Befehlsturm: Wir Wachsen Zusammen – Interview mit Stefan Ladstätter

“Wir wachsen zusammen” – unter diesem Motto wird unsere Region gestaltet. Dies ist ein Interview mit Stefan Ladstätter (RC), wie es um uns als Region und Community steht.  Was sind Wir? Wo wollen wir hin?

Was gefällt dir gut an unserer Region und Community?

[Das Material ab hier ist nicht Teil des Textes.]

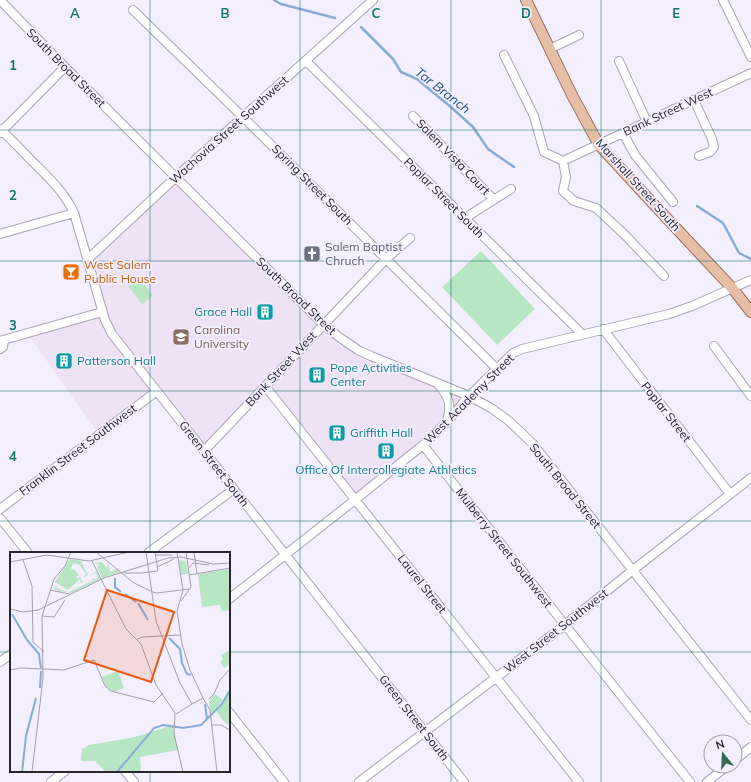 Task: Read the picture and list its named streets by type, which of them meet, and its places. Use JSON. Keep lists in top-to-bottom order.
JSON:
{
  "streets": {
    "main road": ["Marshall Street South"],
    "street": [
      "South Broad Street",
      "Bank Street West",
      "Wachovia Street Southwest",
      "Salem Vista Court",
      "Spring Street South",
      "Poplar Street South",
      "West Academy Street",
      "Poplar Street",
      "Franklin Street Southwest",
      "Green Street South",
      "Mulberry Street Southwest",
      "Laurel Street",
      "West Street Southwest"
    ]
  },
  "crossings": [
    ["South Broad Street", "Bank Street West"],
    ["South Broad Street", "Wachovia Street Southwest"],
    ["South Broad Street", "West Academy Street"],
    ["South Broad Street", "West Street Southwest"],
    ["Bank Street West", "Spring Street South"],
    ["Bank Street West", "Marshall Street South"],
    ["Bank Street West", "Green Street South"],
    ["Bank Street West", "Laurel Street"],
    ["Wachovia Street Southwest", "Spring Street South"],
    ["Wachovia Street Southwest", "Poplar Street South"],
    ["Wachovia Street Southwest", "Green Street South"],
    ["Spring Street South", "West Academy Street"],
    ["Marshall Street South", "West Academy Street"],
    ["Poplar Street South", "West Academy Street"],
    ["West Academy Street", "Poplar Street"],
    ["West Academy Street", "Green Street South"],
    ["West Academy Street", "Mulberry Street Southwest"],
    ["West Academy Street", "Laurel Street"],
    ["Poplar Street", "West Street Southwest"],
    ["Franklin Street Southwest", "Green Street South"],
    ["Green Street South", "West Street Southwest"],
    ["Mulberry Street Southwest", "West Street Southwest"],
    ["Laurel Street", "West Street Southwest"]
  ],
  "water": ["Tar Branch"],
  "places": {
    "church": ["Salem Baptist Chruch"],
    "bar": ["West Salem Public House"],
    "building": [
      "Grace Hall",
      "Patterson Hall",
      "Pope Activities Center",
      "Griffith Hall",
      "Office Of Intercollegiate Athletics"
    ],
    "school or university": ["Carolina University"]
  },
  "north": "top",
  "grid": {
    "columns": [
      "A",
      "B",
      "C",
      "D",
      "E"
    ],
    "rows": [
      "1",
      "2",
      "3",
      "4"
    ]
  }
} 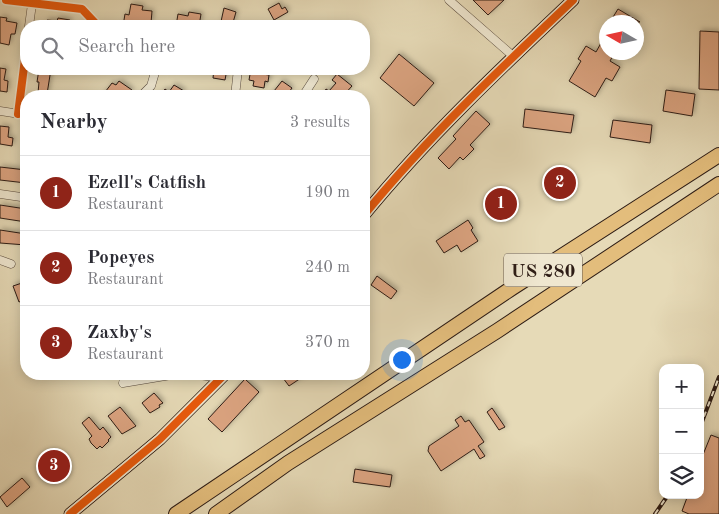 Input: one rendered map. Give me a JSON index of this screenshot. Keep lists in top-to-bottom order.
{
  "streets": {
    "highway": ["US 280"]
  },
  "north": "left",
  "page": {
    "search": "Search here",
    "heading": ["Nearby", "3 results"],
    "list": [
      {
        "mark": "1",
        "name": "Ezell's Catfish",
        "note": "Restaurant",
        "value": "190 m"
      },
      {
        "mark": "2",
        "name": "Popeyes",
        "note": "Restaurant",
        "value": "240 m"
      },
      {
        "mark": "3",
        "name": "Zaxby's",
        "note": "Restaurant",
        "value": "370 m"
      }
    ],
    "pins": ["2", "1", "3"],
    "map_buttons": ["+", "−"]
  }
} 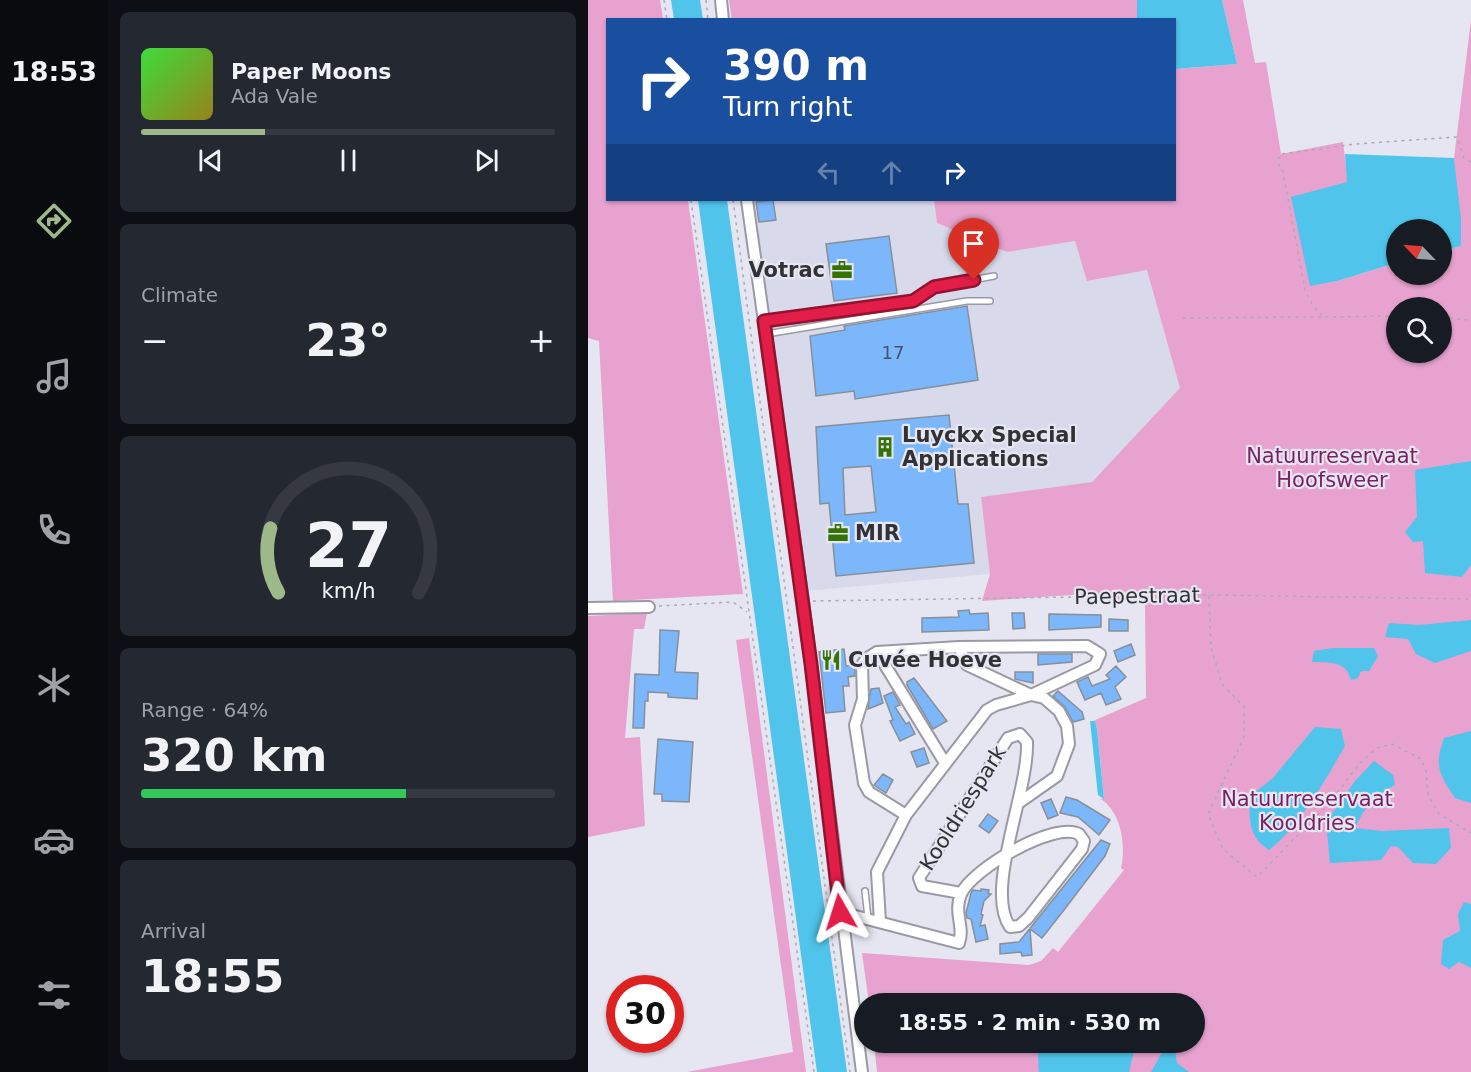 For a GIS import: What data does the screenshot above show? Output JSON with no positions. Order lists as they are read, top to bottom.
{
  "streets": {
    "street": ["Kooldriespark"],
    "path": ["Paepestraat"]
  },
  "parks": ["Natuurreservaat Hoofsweer", "Natuurreservaat Kooldries"],
  "places": {
    "office": ["Votrac", "MIR"],
    "building": ["Luyckx Special Applications"],
    "restaurant": ["Cuvée Hoeve"]
  },
  "house_numbers": ["17"],
  "north": "top left",
  "page": {
    "tabs": "18:53",
    "turn": ["390 m", "Turn right"],
    "song": ["Paper Moons", "Ada Vale"],
    "tile": [
      "Climate",
      ["Range · 64%", "320 km"],
      ["Arrival", "18:55"]
    ],
    "heat": ["−", "23°", "+"],
    "limit": "30",
    "trip": "18:55 · 2 min · 530 m",
    "gauge": ["27", "km/h"]
  }
} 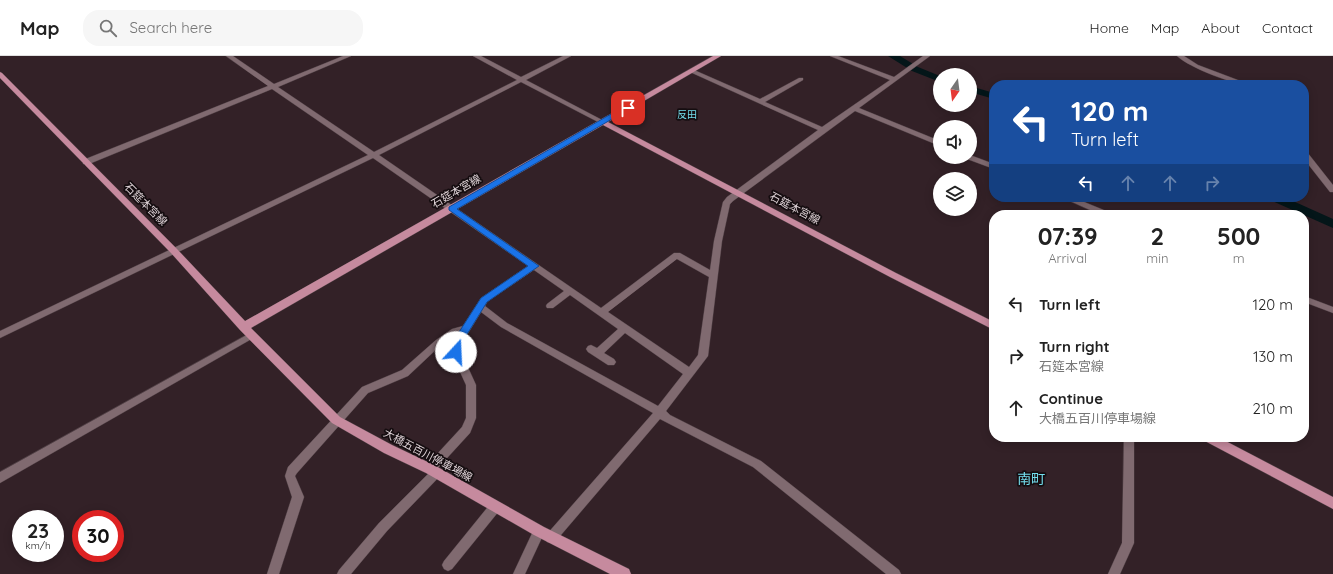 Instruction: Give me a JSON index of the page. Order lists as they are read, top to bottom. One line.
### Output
{"streets":{"main road":["石筵本宮線","大橋五百川停車場線"]},"crossings":[["石筵本宮線","大橋五百川停車場線"]],"districts":["反田","南町"],"north":"bottom","page":{"header":"Map","search":"Search here","nav":["Home","Map","About","Contact"],"turn":["120 m","Turn left"],"eta":["07:39","Arrival","2","min","500","m"],"list":[{"name":"Turn left","value":"120 m"},{"name":"Turn right","note":"石筵本宮線","value":"130 m"},{"name":"Continue","note":"大橋五百川停車場線","value":"210 m"}],"speed":"23 km/h","limit":"30"}} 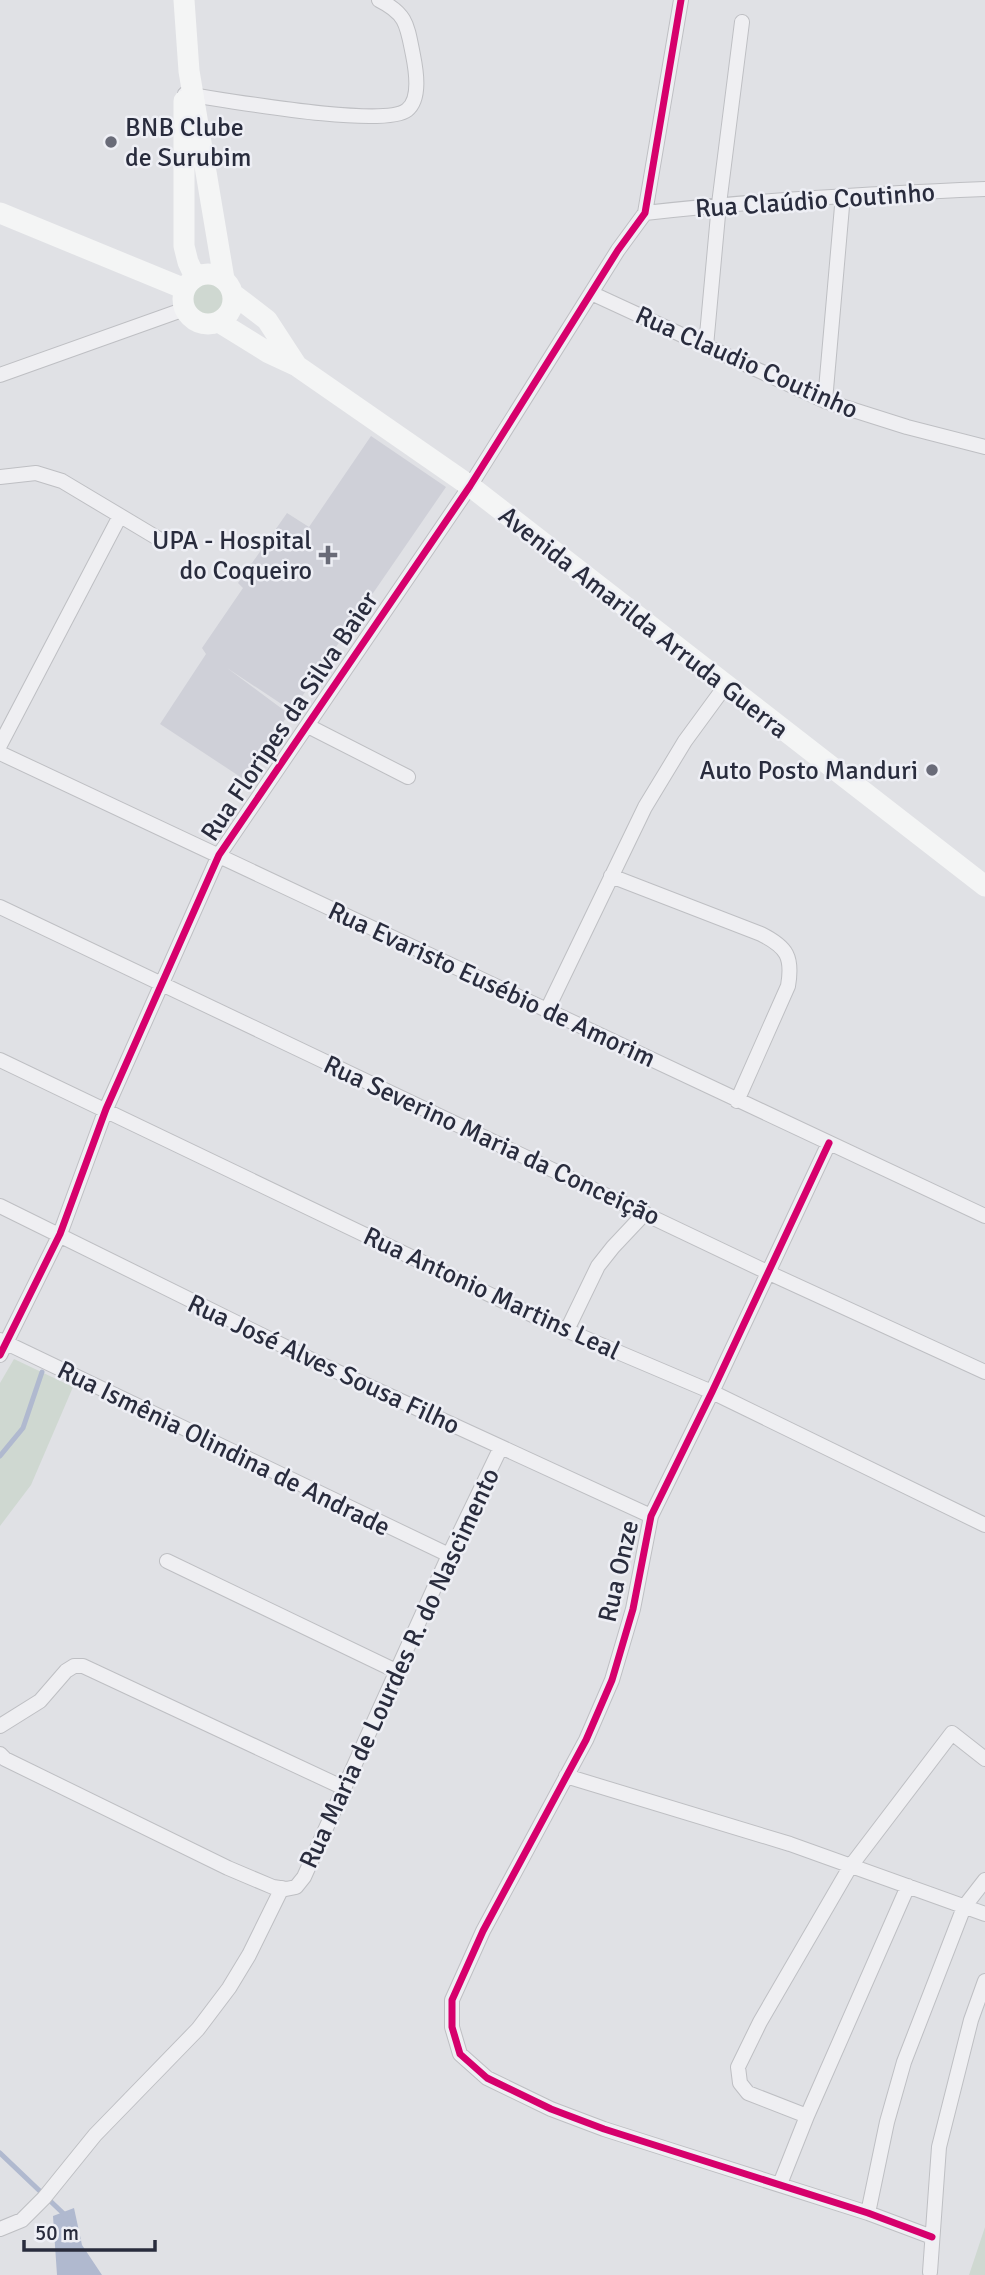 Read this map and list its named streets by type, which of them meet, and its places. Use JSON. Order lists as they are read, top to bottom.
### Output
{
  "streets": {
    "main road": ["Avenida Amarilda Arruda Guerra"],
    "street": [
      "Rua Claúdio Coutinho",
      "Rua Claudio Coutinho",
      "Rua Floripes da Silva Baier",
      "Rua Evaristo Eusébio de Amorim",
      "Rua Severino Maria da Conceição",
      "Rua Antonio Martins Leal",
      "Rua José Alves Sousa Filho",
      "Rua Ismênia Olindina de Andrade",
      "Rua Onze",
      "Rua Maria de Lourdes R. do Nascimento"
    ]
  },
  "crossings": [
    ["Rua Claúdio Coutinho", "Rua Floripes da Silva Baier"],
    ["Rua Claudio Coutinho", "Rua Floripes da Silva Baier"],
    ["Avenida Amarilda Arruda Guerra", "Rua Floripes da Silva Baier"],
    ["Rua Floripes da Silva Baier", "Rua Evaristo Eusébio de Amorim"],
    ["Rua Floripes da Silva Baier", "Rua Severino Maria da Conceição"],
    ["Rua Floripes da Silva Baier", "Rua Antonio Martins Leal"],
    ["Rua Floripes da Silva Baier", "Rua José Alves Sousa Filho"],
    ["Rua Floripes da Silva Baier", "Rua Ismênia Olindina de Andrade"],
    ["Rua Evaristo Eusébio de Amorim", "Rua Onze"],
    ["Rua Severino Maria da Conceição", "Rua Onze"],
    ["Rua Antonio Martins Leal", "Rua Onze"],
    ["Rua José Alves Sousa Filho", "Rua Onze"],
    ["Rua José Alves Sousa Filho", "Rua Maria de Lourdes R. do Nascimento"],
    ["Rua Ismênia Olindina de Andrade", "Rua Maria de Lourdes R. do Nascimento"]
  ],
  "places": {
    "other": ["BNB Clube de Surubim", "Auto Posto Manduri"],
    "health": ["UPA - Hospital do Coqueiro"]
  },
  "scale_bar": "50 m"
}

Wir sind eine super Judge-Community. Wir unterstützen uns, sind gut vernetzt und machen das Beste aus einer schwierigen Event-Situation – dem Fehlen von Grand Prix in unserer Region. Wir haben viele Judges, die sehr engagiert sind, wir haben viele Projekte, die auch ohne mein Zutun sehr gut laufen (z.B Judge-Blog und L2-Mentoring, Facebook-Community, etc.).
Für mich als RC kann ich mir eigentlich kein besseres Team wünschen.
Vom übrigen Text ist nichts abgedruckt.